(THE PROBLEM) Below are the records; pull every line that includes "margin".

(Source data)
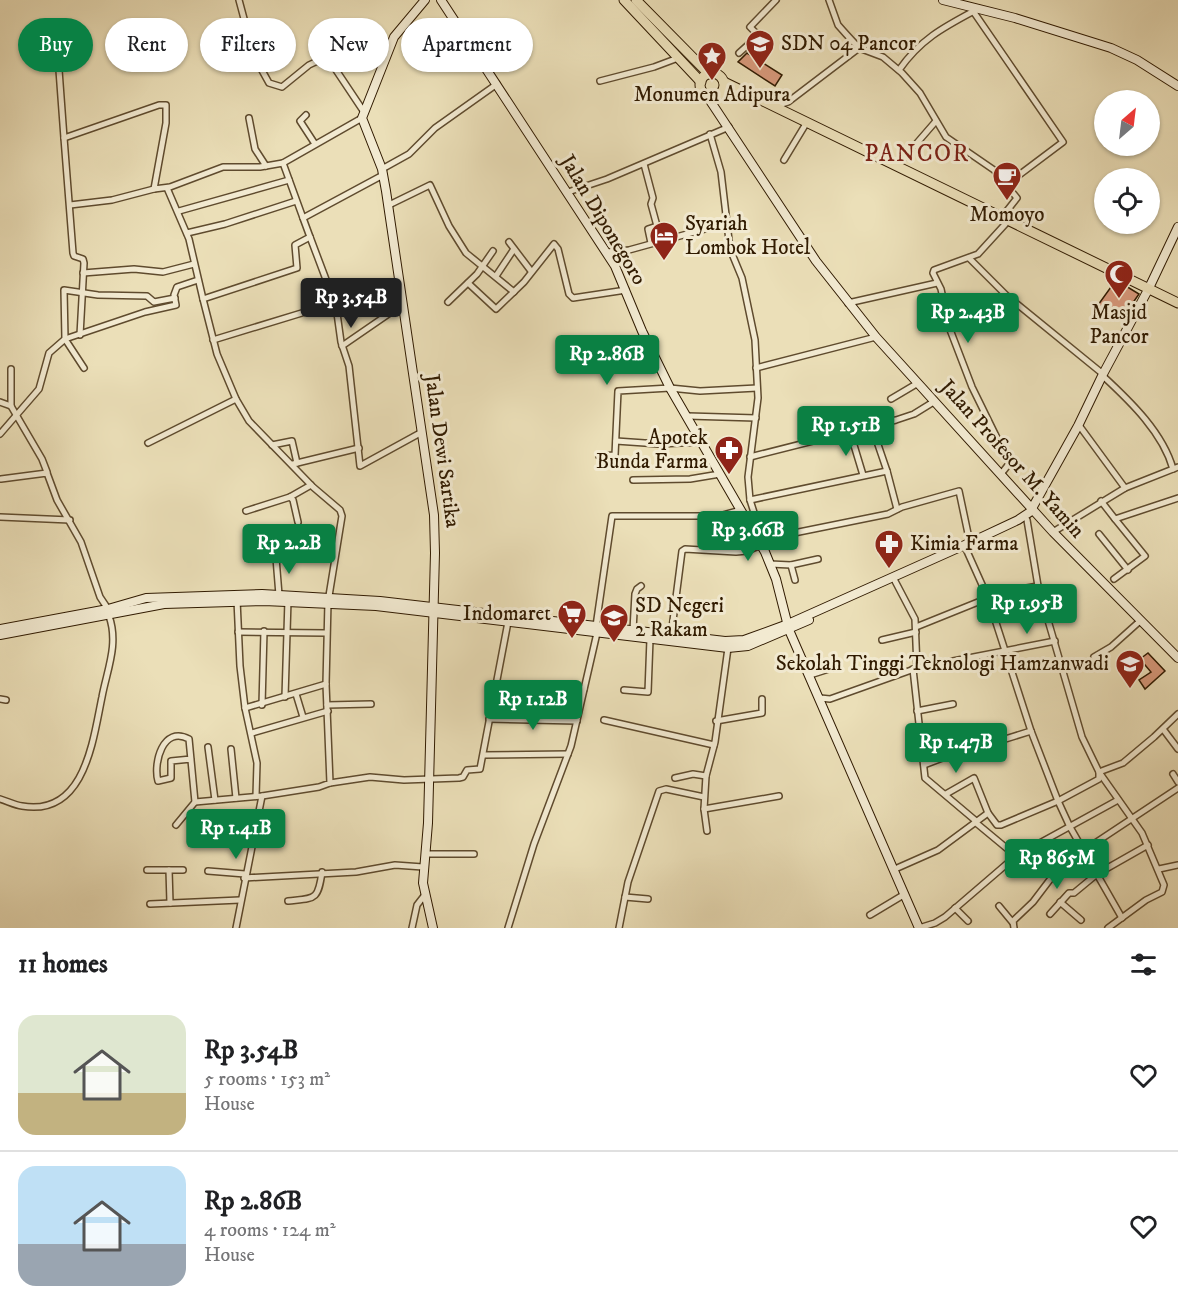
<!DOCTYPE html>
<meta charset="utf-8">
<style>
:root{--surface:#fff;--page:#f2f2f2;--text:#202124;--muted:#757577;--line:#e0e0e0;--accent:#0b8043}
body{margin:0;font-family:"IM FELL DW Pica",serif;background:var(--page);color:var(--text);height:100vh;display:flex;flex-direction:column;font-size:22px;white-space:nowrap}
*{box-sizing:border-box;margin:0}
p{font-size:20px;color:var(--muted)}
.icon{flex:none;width:33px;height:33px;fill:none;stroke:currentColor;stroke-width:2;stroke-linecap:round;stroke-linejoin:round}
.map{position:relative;height:928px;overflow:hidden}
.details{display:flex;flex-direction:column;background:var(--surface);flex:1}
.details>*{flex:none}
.top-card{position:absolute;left:18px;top:18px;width:600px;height:54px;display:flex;gap:12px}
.needle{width:39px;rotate:28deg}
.tools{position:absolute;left:1094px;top:90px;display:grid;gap:12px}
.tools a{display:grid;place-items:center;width:66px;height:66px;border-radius:50%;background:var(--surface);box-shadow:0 2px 4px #0004;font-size:30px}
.price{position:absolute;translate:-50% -51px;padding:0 14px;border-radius:6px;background:var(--accent);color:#fff;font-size:20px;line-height:39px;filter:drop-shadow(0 2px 3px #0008)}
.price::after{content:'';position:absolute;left:50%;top:36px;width:18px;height:14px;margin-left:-9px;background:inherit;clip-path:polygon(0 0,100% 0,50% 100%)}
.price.selected{background:#222;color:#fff}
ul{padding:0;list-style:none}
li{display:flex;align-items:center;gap:18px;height:150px;padding:0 18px}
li+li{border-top:2px solid var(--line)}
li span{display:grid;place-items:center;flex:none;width:168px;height:120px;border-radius:18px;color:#555}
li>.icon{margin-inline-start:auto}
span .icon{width:72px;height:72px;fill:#fffc;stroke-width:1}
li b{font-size:26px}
h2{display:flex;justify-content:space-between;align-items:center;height:72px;padding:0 18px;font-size:26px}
.chip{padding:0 21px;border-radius:27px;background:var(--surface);box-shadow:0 2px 4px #0004;font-size:21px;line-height:54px}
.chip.selected{background:var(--accent);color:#fff}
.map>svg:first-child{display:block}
.building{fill:#d7987a;stroke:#301a00;stroke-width:1.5}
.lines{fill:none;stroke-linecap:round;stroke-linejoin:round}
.street-casing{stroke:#5f4b2e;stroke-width:8}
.secondary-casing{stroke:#301a00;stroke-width:10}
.primary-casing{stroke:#301a00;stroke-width:11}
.street{stroke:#f2ead1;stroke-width:5}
.secondary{stroke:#f2ead1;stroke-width:8}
.primary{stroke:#ebdfb8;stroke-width:9}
.labels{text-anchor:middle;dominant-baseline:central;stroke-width:6;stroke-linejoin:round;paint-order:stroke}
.poi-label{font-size:21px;fill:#301a00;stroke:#f2ead1;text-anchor:start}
.street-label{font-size:21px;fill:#301a00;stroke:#f2ead1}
.quarter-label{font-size:24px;letter-spacing:1.5px;fill:#7a1f14;stroke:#f2ead1}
</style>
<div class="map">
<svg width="1178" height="928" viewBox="0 0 1178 928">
<rect width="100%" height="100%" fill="#ebdfb8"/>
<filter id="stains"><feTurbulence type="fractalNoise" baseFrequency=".00333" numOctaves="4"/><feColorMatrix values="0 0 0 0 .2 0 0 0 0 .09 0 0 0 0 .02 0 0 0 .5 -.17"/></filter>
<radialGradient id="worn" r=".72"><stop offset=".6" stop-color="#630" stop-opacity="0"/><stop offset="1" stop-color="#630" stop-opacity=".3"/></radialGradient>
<!-- building -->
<g class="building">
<path d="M747,53L782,75L775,86L738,62Z"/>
<path d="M1116,280L1139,294L1121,320L1098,305Z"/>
<path d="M1148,653L1165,671L1145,689L1139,680L1151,672L1140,659Z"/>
</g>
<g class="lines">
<!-- street casing -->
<g class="street-casing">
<g id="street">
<path d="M239,0L254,56L269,83L282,87L309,65L324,58L332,64L364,112"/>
<path d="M829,0L838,25L846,34L859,48L883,57L902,73L920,93L946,137L994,170L1017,198L1002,217"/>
<path d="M973,11L1063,142L1007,184"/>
<path d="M769,46L750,27L776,0"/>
<path d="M739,53L759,35"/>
<path d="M59,70L64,138L159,105H166V123L154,189"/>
<path d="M899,70C920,40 942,28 974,11"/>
<path d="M600,81L654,67L678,58"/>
<path d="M775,106L788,102L859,48"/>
<path d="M306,115L300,121L315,144"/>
<path d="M249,118L255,149L266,166"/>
<path d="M710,134L721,172L730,249L742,278L755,340L758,398L748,477L750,500L758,525"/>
<path d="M64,138L73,253L74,256L83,259L84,263L80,335"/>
<path d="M784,160L807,122"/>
<path d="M644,164L653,198L651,204L657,226L648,229L651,243"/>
<path d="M897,166L936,121"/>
<path d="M382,169L409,154L435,128L497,84"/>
<path d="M167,188L189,239L203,299"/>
<path d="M568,192L607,179L729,127"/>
<path d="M70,205L112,200L154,189L170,187L223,167H260L283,163"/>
<path d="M389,205L430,185L449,226L466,253L514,292"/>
<path d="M179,211L289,180"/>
<path d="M303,218L283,163L362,118"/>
<path d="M187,233L225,224L296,201"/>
<path d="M310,237L336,306"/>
<path d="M509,242L531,271"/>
<path d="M607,252L629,250L727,223"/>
<path d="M969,258L1006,295L1103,374"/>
<path d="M83,273L134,269L163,272L194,264"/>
<path d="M496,276L514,249"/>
<path d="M468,283L496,309L524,282L554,244L558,249L569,294L573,298L626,290"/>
<path d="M448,302L477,274L493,251"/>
<path d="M848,303L937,283"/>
<path d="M213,340L305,312L336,306L341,342L349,366L360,466L422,432"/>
<path d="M342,346L403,304"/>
<path d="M84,368L65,339L145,312L176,305L174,295L177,287L198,280"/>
<path d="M756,368L876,337"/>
<path d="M11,369V406"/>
<path d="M1104,377C1131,402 1163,433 1173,469"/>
<path d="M891,399L918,383"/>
<path d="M0,402L11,406L42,459L47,472"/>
<path d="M688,416L756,418"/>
<path d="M872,427L887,471L897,509"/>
<path d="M1081,428L1125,488"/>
<path d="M850,432L863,475"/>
<path d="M0,434L39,389L49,353L65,339L64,290L98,295L147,296L154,302L175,298"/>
<path d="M616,441L659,444L703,442"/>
<path d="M148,443L236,399"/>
<path d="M272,445L292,441L297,463"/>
<path d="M599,456L615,455L618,391L670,388L700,391L757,388"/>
<path d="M750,457L896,420L914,414L935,401"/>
<path d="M293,464L359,448"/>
<path d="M1001,474L1012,460L998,440L972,387L949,327L941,289L933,273L934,270L978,254L1009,220"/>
<path d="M1,479L47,473L57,500L81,542L100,597L108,609"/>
<path d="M633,480L690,479L720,474"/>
<path d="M290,497L293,500L298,522"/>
<path d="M750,500L887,471"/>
<path d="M1101,501L1115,519L1178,498"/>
<path d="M246,511L290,497L311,485"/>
<path d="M0,517L70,520"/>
<path d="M1027,520L1038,586L1082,737L1099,772L1142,833L1164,885L1162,892L1146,900L1108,928"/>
<path d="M749,522L756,525L780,520"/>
<path d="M1053,532L1125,488L1178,467"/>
<path d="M1099,534L1128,570"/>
<path d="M757,537L794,533L888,514L902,507L959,491L970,543"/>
<path d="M966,549L988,598L1031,731L1058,801L1070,827L1122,918"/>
<path d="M276,558L279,595"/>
<path d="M770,564L791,565L818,559"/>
<path d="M791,565L795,580"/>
<path d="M1114,579L1145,556L1115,519"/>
<path d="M895,581L915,619L917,668"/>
<path d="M986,592L1009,591L1038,586"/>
<path d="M237,600L240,666L245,708L257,763L256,796"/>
<path d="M596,626L612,516H719L741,510"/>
<path d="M916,627L988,598"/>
<path d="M633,630L635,594L637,589L641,586"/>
<path d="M238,632L326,633"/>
<path d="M671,636L682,551L685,549L736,552L747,551L761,545"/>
<path d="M882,640L916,632"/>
<path d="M1094,657L1111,647L1140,621"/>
<path d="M913,669L925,778L976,821"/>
<path d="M810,675L838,666"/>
<path d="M554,686L584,689"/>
<path d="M624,690L648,692L650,639"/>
<path d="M296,694L303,717"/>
<path d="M285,697L288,600"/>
<path d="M820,698L830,699L917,668L1055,641"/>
<path d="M0,699L6,700"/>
<path d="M262,705L264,631"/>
<path d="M327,705L371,704"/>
<path d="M245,708L326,684"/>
<path d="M917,711L953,704"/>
<path d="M489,719L577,721"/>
<path d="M604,720L714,745"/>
<path d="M716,721L762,713V699"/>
<path d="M1163,729L1178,749"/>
<path d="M252,733L328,711"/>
<path d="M208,747L215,800"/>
<path d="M231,749L236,798"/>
<path d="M484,755L568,754"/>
<path d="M924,765L987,741H999L1031,731"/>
<path d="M1173,774L1178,782"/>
<path d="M675,778L693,774L706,776"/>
<path d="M330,783L370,777L404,780L459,778L463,777L467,770L480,769L508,622"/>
<path d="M0,799C7,801 15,805 22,806C85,817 93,740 102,697C107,670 119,644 109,616"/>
<path d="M195,802L262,796L319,787L330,783L326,684L328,602L342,516L340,510L313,487L249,421L236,399L217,354L203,299L297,268L295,245L310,237L303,218L383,175"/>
<path d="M704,809L779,796"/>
<path d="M988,813L997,825H1001L1058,801L1099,779V772L1123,763L1154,737L1178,714"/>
<path d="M975,822L1016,856"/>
<path d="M176,825L195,802L189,739C163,725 153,763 158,781L171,778V761L191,759"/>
<path d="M707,831L704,809L706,776L715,742L728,648"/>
<path d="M425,854H474"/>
<path d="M895,869L938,850L988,813L974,778L946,794"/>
<path d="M1159,869L1178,865"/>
<path d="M147,870H183"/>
<path d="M169,870L170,903"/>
<path d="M208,871L245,874"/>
<path d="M244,878L356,872L395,865L423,867"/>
<path d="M625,897L648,899"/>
<path d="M288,901C315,898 318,901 322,872"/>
<path d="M1060,902L1081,920"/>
<path d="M150,904L240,900"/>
<path d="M999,906L1013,923"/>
<path d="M955,908L968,921"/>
<path d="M1050,914L1069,893H1074L1097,874L1148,845"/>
<path d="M870,915L905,894"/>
<path d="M236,928L262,796"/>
<path d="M412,928L417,905L424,896"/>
<path d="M508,928L534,844L571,746L597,633"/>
<path d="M619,928L628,882L659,791L666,789L704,797"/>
<path d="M919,928L935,923L945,917L1016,856L1118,800"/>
<path d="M1014,928L1013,921L1033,902L1055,873L1083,851L1178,788"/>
</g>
</g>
<!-- secondary casing -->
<g class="secondary-casing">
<g id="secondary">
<path d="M425,0L394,37L362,118L382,169L386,191L434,515L435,553L428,823L423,883L433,928"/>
<path d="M441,0L615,266L642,331L670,388L765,552L776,579L789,630L919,928"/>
<path d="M943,0L1015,18L1111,48L1137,60L1178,86"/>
<path d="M707,96L816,261L876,337L1053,532L1178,658"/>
<path d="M0,629L108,609L146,598L262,594L380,601L725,641L744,640L788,624L967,544L1018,520L1030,512L1078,426L1103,374L1149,288L1178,227"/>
<path d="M0,635L164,604L264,601L376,606L728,648L748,646L809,620"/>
</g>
</g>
<!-- primary casing -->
<g class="primary-casing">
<g id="primary">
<path d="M624,0L701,82"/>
<path d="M636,0L709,74"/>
<circle cx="712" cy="85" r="12"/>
<path d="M724,82L1178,303"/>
</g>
</g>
<!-- street -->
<use href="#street" class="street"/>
<!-- secondary -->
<use href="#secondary" class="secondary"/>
<!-- primary -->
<use href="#primary" class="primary"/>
</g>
<!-- icons -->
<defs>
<g id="school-pin" transform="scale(1.5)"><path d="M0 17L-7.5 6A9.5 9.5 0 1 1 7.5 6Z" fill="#8f2418" stroke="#f2ead1"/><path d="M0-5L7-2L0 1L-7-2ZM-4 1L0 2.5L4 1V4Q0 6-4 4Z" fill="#fff"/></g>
<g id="sight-pin" transform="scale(1.5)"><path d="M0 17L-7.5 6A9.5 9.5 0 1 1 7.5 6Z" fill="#8f2418" stroke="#f2ead1"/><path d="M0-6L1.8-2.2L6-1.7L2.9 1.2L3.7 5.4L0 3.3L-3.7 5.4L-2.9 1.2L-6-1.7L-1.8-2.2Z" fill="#fff"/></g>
<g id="cafe-pin" transform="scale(1.5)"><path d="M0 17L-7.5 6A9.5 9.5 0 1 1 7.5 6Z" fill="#8f2418" stroke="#f2ead1"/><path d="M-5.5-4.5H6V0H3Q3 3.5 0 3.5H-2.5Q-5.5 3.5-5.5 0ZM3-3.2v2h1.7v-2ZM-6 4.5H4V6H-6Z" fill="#fff"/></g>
<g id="hotel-pin" transform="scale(1.5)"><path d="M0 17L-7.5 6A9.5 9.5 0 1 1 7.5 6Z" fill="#8f2418" stroke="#f2ead1"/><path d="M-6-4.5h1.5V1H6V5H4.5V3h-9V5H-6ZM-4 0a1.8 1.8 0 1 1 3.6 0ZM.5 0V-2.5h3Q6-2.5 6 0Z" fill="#fff"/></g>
<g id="mosque-pin" transform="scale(1.5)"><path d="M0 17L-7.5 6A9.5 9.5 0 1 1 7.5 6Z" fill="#8f2418" stroke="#f2ead1"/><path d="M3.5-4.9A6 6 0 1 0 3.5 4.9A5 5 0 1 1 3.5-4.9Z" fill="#fff"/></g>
<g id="pharmacy-pin" transform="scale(1.5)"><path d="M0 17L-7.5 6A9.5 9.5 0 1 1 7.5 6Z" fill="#8f2418" stroke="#f2ead1"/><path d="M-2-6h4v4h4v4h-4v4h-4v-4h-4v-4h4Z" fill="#fff"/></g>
<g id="supermarket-pin" transform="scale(1.5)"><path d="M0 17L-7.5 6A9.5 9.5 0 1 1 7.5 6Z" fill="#8f2418" stroke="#f2ead1"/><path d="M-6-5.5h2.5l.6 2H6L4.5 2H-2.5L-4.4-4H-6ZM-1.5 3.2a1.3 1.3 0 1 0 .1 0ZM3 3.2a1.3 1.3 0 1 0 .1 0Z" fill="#fff"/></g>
<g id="university-pin" transform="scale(1.5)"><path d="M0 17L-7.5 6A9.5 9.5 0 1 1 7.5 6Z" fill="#8f2418" stroke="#f2ead1"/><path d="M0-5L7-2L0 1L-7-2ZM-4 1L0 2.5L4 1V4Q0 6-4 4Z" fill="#fff"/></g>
</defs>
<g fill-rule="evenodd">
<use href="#school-pin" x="760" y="44"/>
<use href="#sight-pin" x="712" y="56"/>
<use href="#cafe-pin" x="1007" y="176"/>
<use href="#hotel-pin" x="664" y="236"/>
<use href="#mosque-pin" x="1119" y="274"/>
<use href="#pharmacy-pin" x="729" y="450"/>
<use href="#pharmacy-pin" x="889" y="544"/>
<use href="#supermarket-pin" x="572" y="614"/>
<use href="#school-pin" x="614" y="618"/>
<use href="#university-pin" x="1130" y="664"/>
</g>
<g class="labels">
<!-- poi labels -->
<g class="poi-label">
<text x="781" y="44">SDN 04 Pancor</text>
<text x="712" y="95" text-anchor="middle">Monumen Adipura</text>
<text x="1007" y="215" text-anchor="middle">Momoyo</text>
<text x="685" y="224">Syariah<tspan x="685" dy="24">Lombok Hotel</tspan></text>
<text x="1119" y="313" text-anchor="middle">Masjid<tspan x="1119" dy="24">Pancor</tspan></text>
<text x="708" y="438" text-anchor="end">Apotek<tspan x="708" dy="24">Bunda Farma</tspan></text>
<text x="910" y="544">Kimia Farma</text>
<text x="635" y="606">SD Negeri<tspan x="635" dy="24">2 Rakam</tspan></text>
<text x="551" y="614" text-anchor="end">Indomaret</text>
<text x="1109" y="664" text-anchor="end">Sekolah Tinggi Teknologi Hamzanwadi</text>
</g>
<!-- street labels -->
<g class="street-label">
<text transform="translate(603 220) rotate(59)">Jalan Diponegoro</text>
<text transform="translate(442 451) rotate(82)">Jalan Dewi Sartika</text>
<text transform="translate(1012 459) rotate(48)">Jalan Profesor M. Yamin</text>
</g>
<!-- quarter labels -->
<g class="quarter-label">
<text x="917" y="154">PANCOR</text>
</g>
</g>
<rect width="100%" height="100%" filter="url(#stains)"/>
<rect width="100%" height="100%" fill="url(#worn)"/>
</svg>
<div class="tools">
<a><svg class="needle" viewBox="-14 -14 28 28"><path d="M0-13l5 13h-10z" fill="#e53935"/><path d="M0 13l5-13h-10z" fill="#757577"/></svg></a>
<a><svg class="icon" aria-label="locate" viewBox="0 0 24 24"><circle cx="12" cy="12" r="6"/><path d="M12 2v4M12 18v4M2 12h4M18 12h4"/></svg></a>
</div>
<b class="price selected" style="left:351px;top:329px">Rp 3.54B</b>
<b class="price" style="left:968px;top:344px">Rp 2.43B</b>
<b class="price" style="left:607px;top:386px">Rp 2.86B</b>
<b class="price" style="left:846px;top:457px">Rp 1.51B</b>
<b class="price" style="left:748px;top:562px">Rp 3.66B</b>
<b class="price" style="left:289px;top:575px">Rp 2.2B</b>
<b class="price" style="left:1027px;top:635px">Rp 1.95B</b>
<b class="price" style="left:533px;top:731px">Rp 1.12B</b>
<b class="price" style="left:956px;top:774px">Rp 1.47B</b>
<b class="price" style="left:236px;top:860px">Rp 1.41B</b>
<b class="price" style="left:1057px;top:890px">Rp 865M</b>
<div class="top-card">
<a class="chip selected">Buy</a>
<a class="chip">Rent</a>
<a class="chip">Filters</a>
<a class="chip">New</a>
<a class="chip">Apartment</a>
</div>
</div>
<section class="details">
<h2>11 homes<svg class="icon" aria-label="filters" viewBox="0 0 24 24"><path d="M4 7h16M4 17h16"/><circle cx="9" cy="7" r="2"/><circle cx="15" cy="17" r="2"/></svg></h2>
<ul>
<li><span style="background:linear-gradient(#dfe7d0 65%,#c2b280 0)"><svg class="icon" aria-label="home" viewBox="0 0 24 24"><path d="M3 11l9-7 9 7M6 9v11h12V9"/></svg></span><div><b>Rp 3.54B</b><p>5 rooms · 153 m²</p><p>House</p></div><svg class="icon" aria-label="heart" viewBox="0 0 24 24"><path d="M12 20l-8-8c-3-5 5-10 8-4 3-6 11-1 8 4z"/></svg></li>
<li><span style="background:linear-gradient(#bfe0f5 65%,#9aa5b1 0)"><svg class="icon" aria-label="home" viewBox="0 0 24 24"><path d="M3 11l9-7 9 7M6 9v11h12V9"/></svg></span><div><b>Rp 2.86B</b><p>4 rooms · 124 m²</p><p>House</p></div><svg class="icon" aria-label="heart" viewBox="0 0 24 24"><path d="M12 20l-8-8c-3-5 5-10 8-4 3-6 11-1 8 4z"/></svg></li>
</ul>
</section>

(EXPECTED ANSWER)
body{margin:0;font-family:"IM FELL DW Pica",serif;background:var(--page);color:var(--text);height:100vh;display:flex;flex-direction:column;font-size:22px;white-space:nowrap}
*{box-sizing:border-box;margin:0}
.price::after{content:'';position:absolute;left:50%;top:36px;width:18px;height:14px;margin-left:-9px;background:inherit;clip-path:polygon(0 0,100% 0,50% 100%)}
li>.icon{margin-inline-start:auto}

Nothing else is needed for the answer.